## What this task involves
Nothing past the line containing "margin:0; padding:0; list-style:none" belongs in the output. Copy exactly every line of the data below from the first up to and including it.

::: Task inputs :::

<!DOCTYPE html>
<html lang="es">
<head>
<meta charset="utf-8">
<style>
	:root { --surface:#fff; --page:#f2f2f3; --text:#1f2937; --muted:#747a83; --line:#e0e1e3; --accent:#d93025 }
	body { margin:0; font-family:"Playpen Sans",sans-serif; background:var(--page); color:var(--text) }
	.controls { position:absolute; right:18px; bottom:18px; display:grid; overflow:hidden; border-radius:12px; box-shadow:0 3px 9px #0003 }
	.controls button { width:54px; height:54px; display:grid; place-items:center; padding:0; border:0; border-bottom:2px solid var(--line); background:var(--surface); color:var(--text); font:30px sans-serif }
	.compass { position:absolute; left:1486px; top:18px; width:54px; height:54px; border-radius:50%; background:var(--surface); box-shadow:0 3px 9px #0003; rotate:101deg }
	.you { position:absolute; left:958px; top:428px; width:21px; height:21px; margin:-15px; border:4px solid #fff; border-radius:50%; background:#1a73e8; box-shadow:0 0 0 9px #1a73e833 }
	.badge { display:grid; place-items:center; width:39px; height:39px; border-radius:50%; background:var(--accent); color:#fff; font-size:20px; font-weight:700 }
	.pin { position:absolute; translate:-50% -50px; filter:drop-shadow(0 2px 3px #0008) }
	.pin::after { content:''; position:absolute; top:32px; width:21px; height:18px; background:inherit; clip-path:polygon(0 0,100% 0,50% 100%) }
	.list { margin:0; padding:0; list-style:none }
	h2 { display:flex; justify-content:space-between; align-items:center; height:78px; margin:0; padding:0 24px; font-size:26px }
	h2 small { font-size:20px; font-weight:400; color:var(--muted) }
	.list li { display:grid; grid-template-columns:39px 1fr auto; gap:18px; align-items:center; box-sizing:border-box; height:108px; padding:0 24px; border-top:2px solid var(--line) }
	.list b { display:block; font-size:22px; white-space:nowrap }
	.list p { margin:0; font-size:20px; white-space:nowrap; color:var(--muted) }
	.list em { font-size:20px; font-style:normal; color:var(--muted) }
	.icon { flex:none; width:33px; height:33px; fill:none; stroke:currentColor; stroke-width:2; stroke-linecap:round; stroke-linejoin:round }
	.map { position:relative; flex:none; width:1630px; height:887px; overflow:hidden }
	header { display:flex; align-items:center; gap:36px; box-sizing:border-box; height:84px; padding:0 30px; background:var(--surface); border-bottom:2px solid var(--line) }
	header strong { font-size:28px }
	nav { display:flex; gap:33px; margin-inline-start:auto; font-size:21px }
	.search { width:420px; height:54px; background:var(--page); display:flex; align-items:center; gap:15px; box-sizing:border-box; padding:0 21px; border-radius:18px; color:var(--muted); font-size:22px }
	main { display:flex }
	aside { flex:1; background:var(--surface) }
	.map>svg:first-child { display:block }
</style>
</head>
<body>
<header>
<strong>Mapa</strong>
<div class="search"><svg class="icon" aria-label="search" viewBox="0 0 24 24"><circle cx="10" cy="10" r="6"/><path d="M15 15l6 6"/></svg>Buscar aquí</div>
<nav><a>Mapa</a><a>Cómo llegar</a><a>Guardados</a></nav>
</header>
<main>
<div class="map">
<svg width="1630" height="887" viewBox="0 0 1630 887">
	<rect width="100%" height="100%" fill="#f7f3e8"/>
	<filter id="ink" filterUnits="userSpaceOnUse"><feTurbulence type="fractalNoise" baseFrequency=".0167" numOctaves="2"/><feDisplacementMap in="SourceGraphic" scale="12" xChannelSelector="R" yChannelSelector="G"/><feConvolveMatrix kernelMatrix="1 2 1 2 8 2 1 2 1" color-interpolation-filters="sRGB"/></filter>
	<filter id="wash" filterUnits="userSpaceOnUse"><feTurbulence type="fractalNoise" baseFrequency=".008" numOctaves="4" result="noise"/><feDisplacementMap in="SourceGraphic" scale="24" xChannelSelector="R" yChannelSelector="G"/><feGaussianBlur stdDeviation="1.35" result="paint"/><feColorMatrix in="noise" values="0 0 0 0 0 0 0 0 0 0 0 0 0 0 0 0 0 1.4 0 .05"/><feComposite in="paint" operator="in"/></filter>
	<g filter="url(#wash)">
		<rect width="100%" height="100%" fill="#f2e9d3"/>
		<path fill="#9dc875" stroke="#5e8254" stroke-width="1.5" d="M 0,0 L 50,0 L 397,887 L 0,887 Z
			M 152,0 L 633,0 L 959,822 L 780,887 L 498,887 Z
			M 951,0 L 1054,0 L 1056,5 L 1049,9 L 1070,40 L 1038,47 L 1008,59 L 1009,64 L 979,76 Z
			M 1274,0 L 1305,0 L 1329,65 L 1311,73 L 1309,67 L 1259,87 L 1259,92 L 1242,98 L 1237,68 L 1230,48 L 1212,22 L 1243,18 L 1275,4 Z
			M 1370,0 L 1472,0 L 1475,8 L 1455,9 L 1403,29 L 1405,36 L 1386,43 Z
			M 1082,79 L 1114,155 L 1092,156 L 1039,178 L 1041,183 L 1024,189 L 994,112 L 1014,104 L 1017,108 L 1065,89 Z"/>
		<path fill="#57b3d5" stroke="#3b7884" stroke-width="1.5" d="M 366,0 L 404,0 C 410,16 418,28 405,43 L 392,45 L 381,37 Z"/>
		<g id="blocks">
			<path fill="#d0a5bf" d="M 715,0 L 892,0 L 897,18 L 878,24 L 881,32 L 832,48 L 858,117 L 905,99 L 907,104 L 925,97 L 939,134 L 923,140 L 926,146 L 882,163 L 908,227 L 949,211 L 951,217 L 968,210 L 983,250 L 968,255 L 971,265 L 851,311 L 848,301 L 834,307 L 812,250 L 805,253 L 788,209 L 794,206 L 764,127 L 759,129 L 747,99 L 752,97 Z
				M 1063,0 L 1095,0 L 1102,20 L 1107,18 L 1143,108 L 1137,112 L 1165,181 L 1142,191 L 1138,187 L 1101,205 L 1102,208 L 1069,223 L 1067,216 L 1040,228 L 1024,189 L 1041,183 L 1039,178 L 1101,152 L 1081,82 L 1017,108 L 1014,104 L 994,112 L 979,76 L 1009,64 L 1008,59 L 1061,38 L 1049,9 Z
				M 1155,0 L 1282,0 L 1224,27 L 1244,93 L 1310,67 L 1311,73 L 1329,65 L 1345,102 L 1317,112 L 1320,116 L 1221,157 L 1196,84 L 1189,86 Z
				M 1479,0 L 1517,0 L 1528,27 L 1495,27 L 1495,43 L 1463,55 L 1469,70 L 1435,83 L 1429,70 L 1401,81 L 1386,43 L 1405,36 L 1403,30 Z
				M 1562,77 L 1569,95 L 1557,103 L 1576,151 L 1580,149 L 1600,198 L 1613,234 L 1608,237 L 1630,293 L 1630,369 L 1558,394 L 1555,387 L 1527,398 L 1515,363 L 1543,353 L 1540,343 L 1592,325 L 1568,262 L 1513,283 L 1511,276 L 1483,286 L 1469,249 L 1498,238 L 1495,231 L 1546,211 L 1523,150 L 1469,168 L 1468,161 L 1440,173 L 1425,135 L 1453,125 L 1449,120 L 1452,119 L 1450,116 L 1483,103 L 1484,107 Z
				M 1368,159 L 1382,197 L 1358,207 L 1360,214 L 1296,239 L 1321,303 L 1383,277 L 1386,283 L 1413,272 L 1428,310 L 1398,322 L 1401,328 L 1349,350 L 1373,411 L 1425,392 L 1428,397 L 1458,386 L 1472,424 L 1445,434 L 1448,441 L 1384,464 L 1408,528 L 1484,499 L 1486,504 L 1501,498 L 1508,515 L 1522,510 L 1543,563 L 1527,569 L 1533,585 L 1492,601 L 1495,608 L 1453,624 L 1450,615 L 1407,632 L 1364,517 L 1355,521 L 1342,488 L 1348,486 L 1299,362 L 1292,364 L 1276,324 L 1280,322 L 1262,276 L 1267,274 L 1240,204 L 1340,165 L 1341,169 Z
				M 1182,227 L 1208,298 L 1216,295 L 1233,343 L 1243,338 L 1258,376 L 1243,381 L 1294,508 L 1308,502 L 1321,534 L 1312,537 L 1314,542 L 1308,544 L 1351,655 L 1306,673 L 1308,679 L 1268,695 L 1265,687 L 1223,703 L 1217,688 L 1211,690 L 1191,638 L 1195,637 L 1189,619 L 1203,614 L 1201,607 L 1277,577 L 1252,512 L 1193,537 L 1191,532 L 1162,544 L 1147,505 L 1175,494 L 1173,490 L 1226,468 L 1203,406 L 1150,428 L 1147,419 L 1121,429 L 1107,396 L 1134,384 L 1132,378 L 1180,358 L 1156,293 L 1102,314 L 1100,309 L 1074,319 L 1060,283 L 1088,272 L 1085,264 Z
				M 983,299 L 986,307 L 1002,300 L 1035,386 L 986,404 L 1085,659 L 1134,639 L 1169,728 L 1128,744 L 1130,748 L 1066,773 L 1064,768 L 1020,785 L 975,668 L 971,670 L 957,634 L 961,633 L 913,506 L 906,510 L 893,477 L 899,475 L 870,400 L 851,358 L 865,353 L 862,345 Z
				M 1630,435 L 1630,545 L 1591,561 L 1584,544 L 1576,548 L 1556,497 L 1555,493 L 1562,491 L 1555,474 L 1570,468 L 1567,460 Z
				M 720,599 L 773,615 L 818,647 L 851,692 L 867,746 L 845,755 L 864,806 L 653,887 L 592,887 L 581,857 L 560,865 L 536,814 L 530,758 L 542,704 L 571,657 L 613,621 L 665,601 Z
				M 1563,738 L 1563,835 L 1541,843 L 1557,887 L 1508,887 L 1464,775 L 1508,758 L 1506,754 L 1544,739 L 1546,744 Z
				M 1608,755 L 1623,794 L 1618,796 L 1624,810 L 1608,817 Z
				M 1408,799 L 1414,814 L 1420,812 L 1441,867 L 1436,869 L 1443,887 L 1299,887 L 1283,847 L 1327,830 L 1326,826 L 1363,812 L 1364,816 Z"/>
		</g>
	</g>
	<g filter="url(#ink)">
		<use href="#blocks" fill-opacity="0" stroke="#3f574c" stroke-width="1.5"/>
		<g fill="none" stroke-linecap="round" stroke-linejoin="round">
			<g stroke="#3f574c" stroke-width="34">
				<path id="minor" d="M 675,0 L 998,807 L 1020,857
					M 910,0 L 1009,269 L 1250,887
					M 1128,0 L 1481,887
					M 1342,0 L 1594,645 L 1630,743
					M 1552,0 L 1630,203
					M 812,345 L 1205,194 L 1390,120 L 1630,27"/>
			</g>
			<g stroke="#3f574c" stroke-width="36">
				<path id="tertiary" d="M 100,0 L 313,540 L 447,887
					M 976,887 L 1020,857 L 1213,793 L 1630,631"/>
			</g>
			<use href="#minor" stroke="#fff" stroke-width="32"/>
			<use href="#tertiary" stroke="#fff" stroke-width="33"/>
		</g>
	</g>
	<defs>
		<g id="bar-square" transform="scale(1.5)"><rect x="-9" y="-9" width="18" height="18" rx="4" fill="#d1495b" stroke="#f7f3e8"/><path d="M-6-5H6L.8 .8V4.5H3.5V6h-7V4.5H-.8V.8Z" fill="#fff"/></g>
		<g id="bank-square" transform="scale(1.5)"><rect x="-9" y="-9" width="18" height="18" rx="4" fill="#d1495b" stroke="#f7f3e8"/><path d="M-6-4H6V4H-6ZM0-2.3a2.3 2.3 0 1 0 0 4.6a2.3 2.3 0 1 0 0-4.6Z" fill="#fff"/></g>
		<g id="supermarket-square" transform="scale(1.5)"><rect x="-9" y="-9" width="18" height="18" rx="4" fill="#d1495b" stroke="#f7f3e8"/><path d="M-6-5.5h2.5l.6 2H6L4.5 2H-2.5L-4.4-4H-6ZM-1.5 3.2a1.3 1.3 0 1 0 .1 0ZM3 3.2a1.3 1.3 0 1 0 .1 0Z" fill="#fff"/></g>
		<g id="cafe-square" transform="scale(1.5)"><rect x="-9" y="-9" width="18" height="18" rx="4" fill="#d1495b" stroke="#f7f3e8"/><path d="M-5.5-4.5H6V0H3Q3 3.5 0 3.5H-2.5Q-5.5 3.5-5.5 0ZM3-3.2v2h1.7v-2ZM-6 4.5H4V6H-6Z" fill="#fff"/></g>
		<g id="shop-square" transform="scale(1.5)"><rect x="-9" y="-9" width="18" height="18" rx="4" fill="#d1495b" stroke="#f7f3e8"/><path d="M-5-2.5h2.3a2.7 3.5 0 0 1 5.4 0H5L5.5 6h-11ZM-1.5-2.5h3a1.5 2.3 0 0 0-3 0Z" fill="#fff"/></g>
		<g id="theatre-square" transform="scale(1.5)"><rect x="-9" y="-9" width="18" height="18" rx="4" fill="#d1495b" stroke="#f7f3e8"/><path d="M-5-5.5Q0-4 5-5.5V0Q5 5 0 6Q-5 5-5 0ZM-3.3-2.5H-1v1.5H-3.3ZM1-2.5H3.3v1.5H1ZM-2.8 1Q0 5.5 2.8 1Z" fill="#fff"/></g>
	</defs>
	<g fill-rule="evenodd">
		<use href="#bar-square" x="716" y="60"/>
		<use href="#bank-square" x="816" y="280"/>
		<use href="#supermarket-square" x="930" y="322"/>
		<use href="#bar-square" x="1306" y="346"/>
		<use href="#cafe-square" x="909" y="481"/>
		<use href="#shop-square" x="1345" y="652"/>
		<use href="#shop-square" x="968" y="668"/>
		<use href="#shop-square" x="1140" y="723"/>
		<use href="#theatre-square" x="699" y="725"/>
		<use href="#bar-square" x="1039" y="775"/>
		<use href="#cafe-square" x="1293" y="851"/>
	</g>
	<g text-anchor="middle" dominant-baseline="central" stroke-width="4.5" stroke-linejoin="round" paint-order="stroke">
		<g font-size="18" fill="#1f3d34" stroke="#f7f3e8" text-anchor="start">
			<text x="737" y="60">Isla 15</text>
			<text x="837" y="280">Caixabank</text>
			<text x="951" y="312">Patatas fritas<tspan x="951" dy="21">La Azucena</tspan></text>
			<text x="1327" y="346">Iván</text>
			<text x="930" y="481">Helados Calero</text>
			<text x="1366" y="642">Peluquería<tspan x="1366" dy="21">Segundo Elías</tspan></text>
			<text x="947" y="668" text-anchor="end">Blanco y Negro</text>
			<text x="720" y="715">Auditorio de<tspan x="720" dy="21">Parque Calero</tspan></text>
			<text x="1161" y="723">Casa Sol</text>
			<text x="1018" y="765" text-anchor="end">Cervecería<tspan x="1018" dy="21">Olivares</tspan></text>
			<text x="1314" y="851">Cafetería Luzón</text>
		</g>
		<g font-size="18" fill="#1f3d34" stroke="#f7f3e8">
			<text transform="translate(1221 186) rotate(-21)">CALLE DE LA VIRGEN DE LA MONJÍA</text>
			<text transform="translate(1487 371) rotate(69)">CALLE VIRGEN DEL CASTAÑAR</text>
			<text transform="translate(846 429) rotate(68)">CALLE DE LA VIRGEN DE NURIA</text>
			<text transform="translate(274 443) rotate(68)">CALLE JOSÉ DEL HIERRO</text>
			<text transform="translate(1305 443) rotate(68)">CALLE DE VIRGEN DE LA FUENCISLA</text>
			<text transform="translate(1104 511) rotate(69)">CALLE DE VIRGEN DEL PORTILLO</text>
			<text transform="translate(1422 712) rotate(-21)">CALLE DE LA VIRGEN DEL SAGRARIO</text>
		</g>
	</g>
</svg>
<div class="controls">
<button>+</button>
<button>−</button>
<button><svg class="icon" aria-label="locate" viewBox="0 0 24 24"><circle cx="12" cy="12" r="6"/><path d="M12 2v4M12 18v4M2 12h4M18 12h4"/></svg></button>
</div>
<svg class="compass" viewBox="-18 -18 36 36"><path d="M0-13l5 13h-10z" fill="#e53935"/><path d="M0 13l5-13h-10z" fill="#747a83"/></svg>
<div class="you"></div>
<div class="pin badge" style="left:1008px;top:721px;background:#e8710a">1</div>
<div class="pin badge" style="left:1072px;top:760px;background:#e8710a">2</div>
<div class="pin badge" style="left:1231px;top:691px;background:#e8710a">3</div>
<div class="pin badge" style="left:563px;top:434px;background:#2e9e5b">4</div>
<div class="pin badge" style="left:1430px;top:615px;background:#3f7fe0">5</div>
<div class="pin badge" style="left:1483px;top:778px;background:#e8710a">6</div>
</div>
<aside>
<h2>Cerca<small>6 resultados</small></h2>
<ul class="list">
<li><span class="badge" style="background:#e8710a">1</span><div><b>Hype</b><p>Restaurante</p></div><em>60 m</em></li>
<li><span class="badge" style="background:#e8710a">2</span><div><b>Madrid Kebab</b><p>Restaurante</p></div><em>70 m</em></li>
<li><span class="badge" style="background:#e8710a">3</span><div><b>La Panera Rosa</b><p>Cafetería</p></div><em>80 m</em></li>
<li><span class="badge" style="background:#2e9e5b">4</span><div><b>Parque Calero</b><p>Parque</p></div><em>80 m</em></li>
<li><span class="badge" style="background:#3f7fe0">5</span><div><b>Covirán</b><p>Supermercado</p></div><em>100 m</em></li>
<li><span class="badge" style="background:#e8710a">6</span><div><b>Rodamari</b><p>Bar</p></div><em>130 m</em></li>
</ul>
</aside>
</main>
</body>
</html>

:::

## Answer area
<!DOCTYPE html>
<html lang="es">
<head>
<meta charset="utf-8">
<style>
	:root { --surface:#fff; --page:#f2f2f3; --text:#1f2937; --muted:#747a83; --line:#e0e1e3; --accent:#d93025 }
	body { margin:0; font-family:"Playpen Sans",sans-serif; background:var(--page); color:var(--text) }
	.controls { position:absolute; right:18px; bottom:18px; display:grid; overflow:hidden; border-radius:12px; box-shadow:0 3px 9px #0003 }
	.controls button { width:54px; height:54px; display:grid; place-items:center; padding:0; border:0; border-bottom:2px solid var(--line); background:var(--surface); color:var(--text); font:30px sans-serif }
	.compass { position:absolute; left:1486px; top:18px; width:54px; height:54px; border-radius:50%; background:var(--surface); box-shadow:0 3px 9px #0003; rotate:101deg }
	.you { position:absolute; left:958px; top:428px; width:21px; height:21px; margin:-15px; border:4px solid #fff; border-radius:50%; background:#1a73e8; box-shadow:0 0 0 9px #1a73e833 }
	.badge { display:grid; place-items:center; width:39px; height:39px; border-radius:50%; background:var(--accent); color:#fff; font-size:20px; font-weight:700 }
	.pin { position:absolute; translate:-50% -50px; filter:drop-shadow(0 2px 3px #0008) }
	.pin::after { content:''; position:absolute; top:32px; width:21px; height:18px; background:inherit; clip-path:polygon(0 0,100% 0,50% 100%) }
	.list { margin:0; padding:0; list-style:none }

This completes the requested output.